*Task directions*. Scan the listing below. Copy each line that contains "lines".
START Provided records
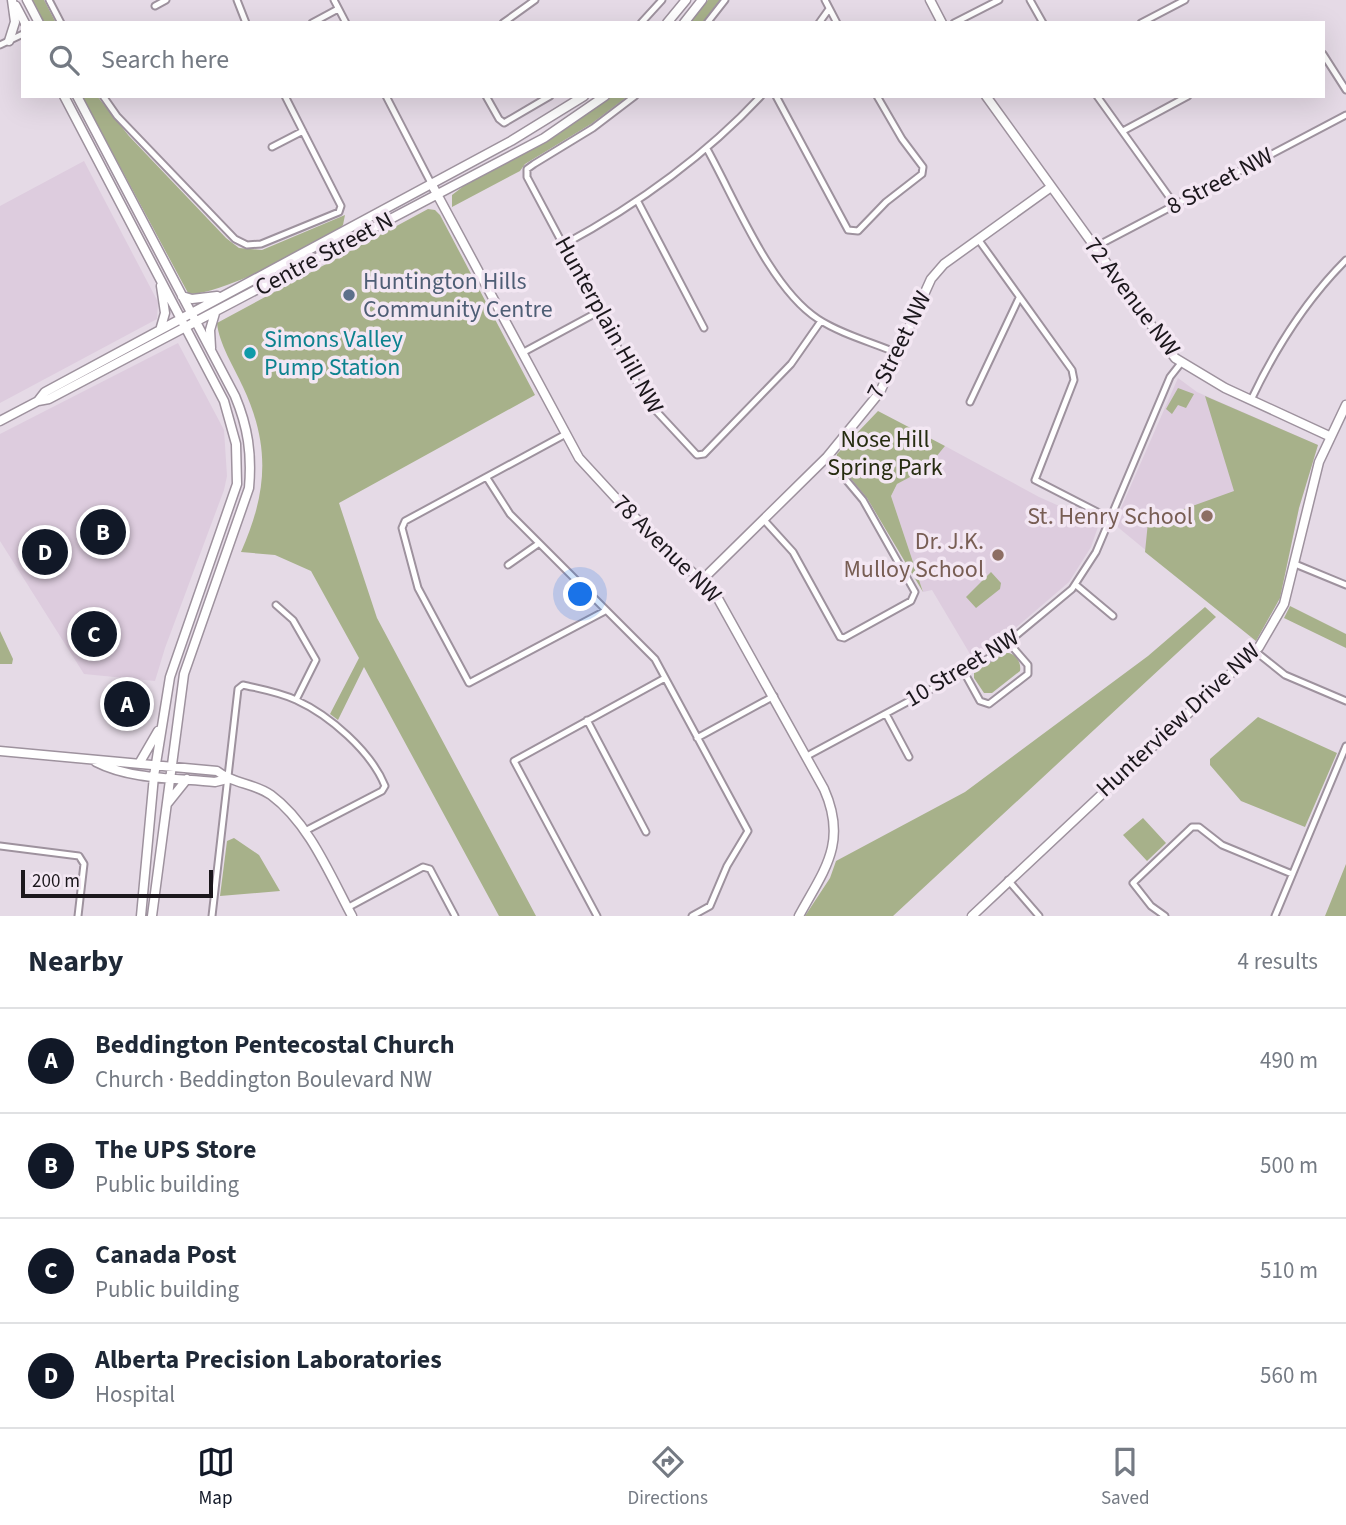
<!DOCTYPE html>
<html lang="en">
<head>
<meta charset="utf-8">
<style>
  :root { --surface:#fff; --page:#f6f6f7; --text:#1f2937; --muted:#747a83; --line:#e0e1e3; --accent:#111827 }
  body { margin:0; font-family:"Source Sans 3",sans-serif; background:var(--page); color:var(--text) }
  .scale { position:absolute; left:21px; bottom:18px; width:192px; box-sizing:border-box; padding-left:7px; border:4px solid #1b171c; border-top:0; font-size:19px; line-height:24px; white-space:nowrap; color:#1b171c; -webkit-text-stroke:5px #f3e7f3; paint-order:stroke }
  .you { position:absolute; left:581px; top:595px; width:24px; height:24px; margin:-18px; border:5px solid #fff; border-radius:50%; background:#1a73e8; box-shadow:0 0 0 10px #1a73e833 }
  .badge { display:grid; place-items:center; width:46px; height:46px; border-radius:50%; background:var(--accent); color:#fff; font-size:23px; font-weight:700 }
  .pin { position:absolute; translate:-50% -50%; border:4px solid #fff; box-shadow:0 2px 7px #0006 }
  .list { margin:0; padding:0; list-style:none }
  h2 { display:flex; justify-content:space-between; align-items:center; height:91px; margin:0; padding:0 28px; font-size:30px }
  h2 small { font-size:23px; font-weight:400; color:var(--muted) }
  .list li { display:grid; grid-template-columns:46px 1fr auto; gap:21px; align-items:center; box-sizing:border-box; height:105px; padding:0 28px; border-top:2px solid var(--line) }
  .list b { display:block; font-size:26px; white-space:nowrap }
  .list p { margin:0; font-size:23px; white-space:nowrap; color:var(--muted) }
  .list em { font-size:23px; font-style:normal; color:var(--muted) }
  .icon { flex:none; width:38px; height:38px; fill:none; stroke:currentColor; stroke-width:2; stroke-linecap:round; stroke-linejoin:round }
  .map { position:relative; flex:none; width:1346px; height:916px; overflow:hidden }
  .search { position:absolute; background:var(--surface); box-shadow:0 7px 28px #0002; left:21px; right:21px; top:21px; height:77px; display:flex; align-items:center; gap:18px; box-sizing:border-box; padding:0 24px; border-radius:0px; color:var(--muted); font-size:26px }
  .sheet { height:511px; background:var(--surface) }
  nav { display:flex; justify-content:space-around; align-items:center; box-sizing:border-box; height:98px; border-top:2px solid var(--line); background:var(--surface); font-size:19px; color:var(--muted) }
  nav a { display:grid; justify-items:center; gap:4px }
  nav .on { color:var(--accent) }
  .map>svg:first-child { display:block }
  .built { fill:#ddccde }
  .green { fill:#a7b18a }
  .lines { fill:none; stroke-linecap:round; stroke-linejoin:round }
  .street-casing { stroke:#9e929e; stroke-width:9 }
  .secondary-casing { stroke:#9e929e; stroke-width:11 }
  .street { stroke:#fff; stroke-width:5 }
  .secondary { stroke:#fff; stroke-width:8 }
  .service-dot { fill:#5c6f8a; stroke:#f3e7f3; stroke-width:2.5 }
  .culture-dot { fill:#0f9aa8; stroke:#f3e7f3; stroke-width:2.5 }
  .education-dot { fill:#8d6e63; stroke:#f3e7f3; stroke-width:2.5 }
  .labels { text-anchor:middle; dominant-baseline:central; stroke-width:7; stroke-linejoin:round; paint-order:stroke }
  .street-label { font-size:24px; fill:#1b171c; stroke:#f3e7f3 }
  .service-label { font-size:24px; fill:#4e5e75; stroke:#f3e7f3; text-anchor:start }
  .culture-label { font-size:24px; fill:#0d838f; stroke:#f3e7f3; text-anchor:start }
  .park-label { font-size:24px; fill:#262c10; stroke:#f3e7f3 }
  .education-label { font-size:24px; fill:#785e54; stroke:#f3e7f3; text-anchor:end }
</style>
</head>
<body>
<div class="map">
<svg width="1346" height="916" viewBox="0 0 1346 916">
  <rect width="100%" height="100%" fill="#e5dae6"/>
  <path class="built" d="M84 161 158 302 157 319 0 403V206Z
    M178 343 224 430 227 476 224 490 165 648 155 681 84 674 0 541V434Z
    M1178 378 1197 392 1318 445 1299 508 1280 598 1256 641 1114 524Z
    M945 446 1039 497 1057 505 1074 507 1095 518 1099 524 1091 547 1069 582 1006 636 973 659 932 590 923 592 891 496 897 484 927 468Z"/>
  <path class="green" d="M32 0H44L56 23H44Z
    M708 0H720L702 23H690Z
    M82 96H97L129 136 226 238 239 248 262 250 345 215 343 225C327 242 208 301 188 293Z
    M612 96H628L591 124 525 164 520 171 452 207V195L465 185 552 138Z
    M428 209 435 210 440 215 535 395 339 503 377 618 536 916H499L364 667 338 720 330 714 359 658 311 571 275 555 241 552C267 493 271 447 243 387 234 367 219 344 217 323Z
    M1178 388 1194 394 1186 408 1178 405 1172 414 1166 409Z
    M1205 396 1318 445 1299 508 1280 598 1256 641 1145 552 1148 522 1234 491Z
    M878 411 945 446 927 468 897 484 891 496 923 592 867 498 836 461 837 454Z
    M991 572 1001 583 1000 589 976 608 966 597Z
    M1290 606 1346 634V648L1284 618Z
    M1205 607 1216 617 893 916H805L830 878 836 861 965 792 1148 656Z
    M0 631 13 659 12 664H0Z
    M1004 653C1014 651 1022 662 1020 671L992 693H984L974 678V673Z
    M1258 717 1337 753 1305 827 1241 801 1210 765V759Z
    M1143 818 1166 843 1147 861 1123 835Z
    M234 838 259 855 280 891 220 896 227 841Z
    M1346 864V916H1325Z"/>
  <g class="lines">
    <g class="street-casing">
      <path id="street" d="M49 0 61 23
        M237 0 246 23
        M334 0 346 23
        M825 0 837 23
        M1030 0 1043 23
        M155 6 166 0
        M312 23 338 9
        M503 23 535 0
        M641 23 662 0
        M707 23 725 0
        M819 23 829 9
        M954 23 999 0
        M1141 23 1185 0
        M0 45 23 34
        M1323 54 1346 90
        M103 96 117 116 235 239 247 245 261 244 339 212 341 206 285 96
        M386 96 431 183
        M486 96 499 119 504 123 550 96
        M635 96 593 128 534 164 527 169V177L646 400 697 455 704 454 791 364 821 321
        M776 96 848 230 858 231 886 202 922 174 923 167 902 139 877 96
        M1097 96 1175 205
        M1123 131 1188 96
        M272 147 303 131
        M707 149C735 199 770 288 818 319 841 334 871 342 897 353
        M638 202 704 328
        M978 239 1072 370 1074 380 1035 480 1109 518
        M563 245C637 205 703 158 761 96
        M1095 247 1346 115
        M522 353 598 312
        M1251 400C1276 347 1305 301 1346 260
        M970 402 1019 298
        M564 435 405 521 402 528 418 588 469 683 605 611
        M487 478 510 514 655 659 748 831 727 866 710 906 692 916
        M764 520 793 552 840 637 844 638 911 601 915 592 863 500 827 457
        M1295 564 1346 585
        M508 565 538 544
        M1076 585 1113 616
        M276 605 293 620 316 660 296 700
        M1255 651 1285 675 1346 701
        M964 672 980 701 989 704 1028 674V665L1009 643
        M886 714 909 757
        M587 720 646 832
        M697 738 774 696
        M807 756 989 658 1072 589 1096 552 1170 377 1181 363
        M0 846 79 856 84 864 78 916
        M1008 880 1039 916
        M347 908 423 867 430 869 455 916
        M212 916 238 689 243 685C260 689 279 692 296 700 329 715 371 751 385 786L382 791 305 831
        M597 916 514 761 665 678
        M1165 916 1151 906 1133 883 1192 827H1199L1222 845 1292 874
        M1275 916 1346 746"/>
    </g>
    <g class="secondary-casing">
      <path id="secondary" d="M27 0 39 23
        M930 0 942 23
        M16 6 25 23
        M667 23 686 0
        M684 23 702 0
        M9 41 15 22 12 0
        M64 96 224 401 236 444 237 484 170 677 154 776 141 916
        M77 96 235 396C248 427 252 454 249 488L184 674 152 916
        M986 96 1175 358 1225 388 1329 436
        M431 183 579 458 625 508 716 595 824 789C848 843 824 870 799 916
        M161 286 165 313 161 327
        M182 296 192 299 217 296
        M211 348 210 330 215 313
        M38 401 45 392 511 141 584 96
        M0 421 38 401 49 399 544 138 605 96
        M702 580 827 457 880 392 931 279 944 264 1051 187
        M0 751 217 771C233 784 254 783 271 795 309 823 330 875 352 916
        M96 762C131 780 177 778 215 782L227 779
        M140 762 158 731
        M167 804 187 779
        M972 916 1259 647 1284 604 1319 462 1346 405"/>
    </g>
    <use href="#street" class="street"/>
    <use href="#secondary" class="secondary"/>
  </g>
  <circle class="service-dot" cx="349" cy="295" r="7"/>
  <circle class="culture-dot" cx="250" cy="353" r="7"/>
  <g class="education-dot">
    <circle cx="1207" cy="516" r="7"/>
    <circle cx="998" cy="555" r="7"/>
  </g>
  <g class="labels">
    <g class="street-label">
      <text transform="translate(1220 181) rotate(-28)">8 Street NW</text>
      <text transform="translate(324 254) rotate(-28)">Centre Street N</text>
      <text transform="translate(1132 297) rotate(53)">72 Avenue NW</text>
      <text transform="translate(609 325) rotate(61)">Hunterplain Hill NW</text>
      <text transform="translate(899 345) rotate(-64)">7 Street NW</text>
      <text transform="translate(667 549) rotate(45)">78 Avenue NW</text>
      <text transform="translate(962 668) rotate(-31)">10 Street NW</text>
      <text transform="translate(1178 720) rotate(-43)">Hunterview Drive NW</text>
    </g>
    <g class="service-label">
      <text x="363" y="281">Huntington Hills<tspan x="363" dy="28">Community Centre</tspan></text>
    </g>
    <g class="culture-label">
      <text x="264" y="339">Simons Valley<tspan x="264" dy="28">Pump Station</tspan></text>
    </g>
    <g class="park-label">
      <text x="885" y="439">Nose Hill<tspan x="885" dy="28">Spring Park</tspan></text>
    </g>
    <g class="education-label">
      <text x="1193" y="516">St. Henry School</text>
      <text x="984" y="541">Dr. J.K.<tspan x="984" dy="28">Mulloy School</tspan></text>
    </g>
  </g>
</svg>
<div class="scale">200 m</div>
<div class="you"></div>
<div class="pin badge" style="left:127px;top:704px">A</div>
<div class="pin badge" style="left:103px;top:532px">B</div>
<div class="pin badge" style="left:94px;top:634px">C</div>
<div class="pin badge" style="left:45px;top:552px">D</div>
<div class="search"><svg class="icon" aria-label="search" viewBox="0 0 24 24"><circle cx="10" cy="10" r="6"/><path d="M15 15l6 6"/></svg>Search here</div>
</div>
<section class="sheet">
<h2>Nearby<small>4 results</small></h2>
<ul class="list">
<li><span class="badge">A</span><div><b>Beddington Pentecostal Church</b><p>Church · Beddington Boulevard NW</p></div><em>490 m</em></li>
<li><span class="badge">B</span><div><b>The UPS Store</b><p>Public building</p></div><em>500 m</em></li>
<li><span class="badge">C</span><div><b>Canada Post</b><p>Public building</p></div><em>510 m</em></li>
<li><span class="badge">D</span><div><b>Alberta Precision Laboratories</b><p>Hospital</p></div><em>560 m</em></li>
</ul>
</section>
<nav>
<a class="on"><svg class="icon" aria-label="map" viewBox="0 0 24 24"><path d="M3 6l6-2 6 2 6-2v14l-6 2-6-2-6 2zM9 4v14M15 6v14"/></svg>Map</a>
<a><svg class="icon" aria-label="directions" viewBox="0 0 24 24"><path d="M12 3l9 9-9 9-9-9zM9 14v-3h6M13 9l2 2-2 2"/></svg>Directions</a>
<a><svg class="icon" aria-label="saved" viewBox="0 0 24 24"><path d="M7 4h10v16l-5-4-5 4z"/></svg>Saved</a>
</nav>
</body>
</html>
END Provided records
*Solved problem*.
  .lines { fill:none; stroke-linecap:round; stroke-linejoin:round }
  <g class="lines">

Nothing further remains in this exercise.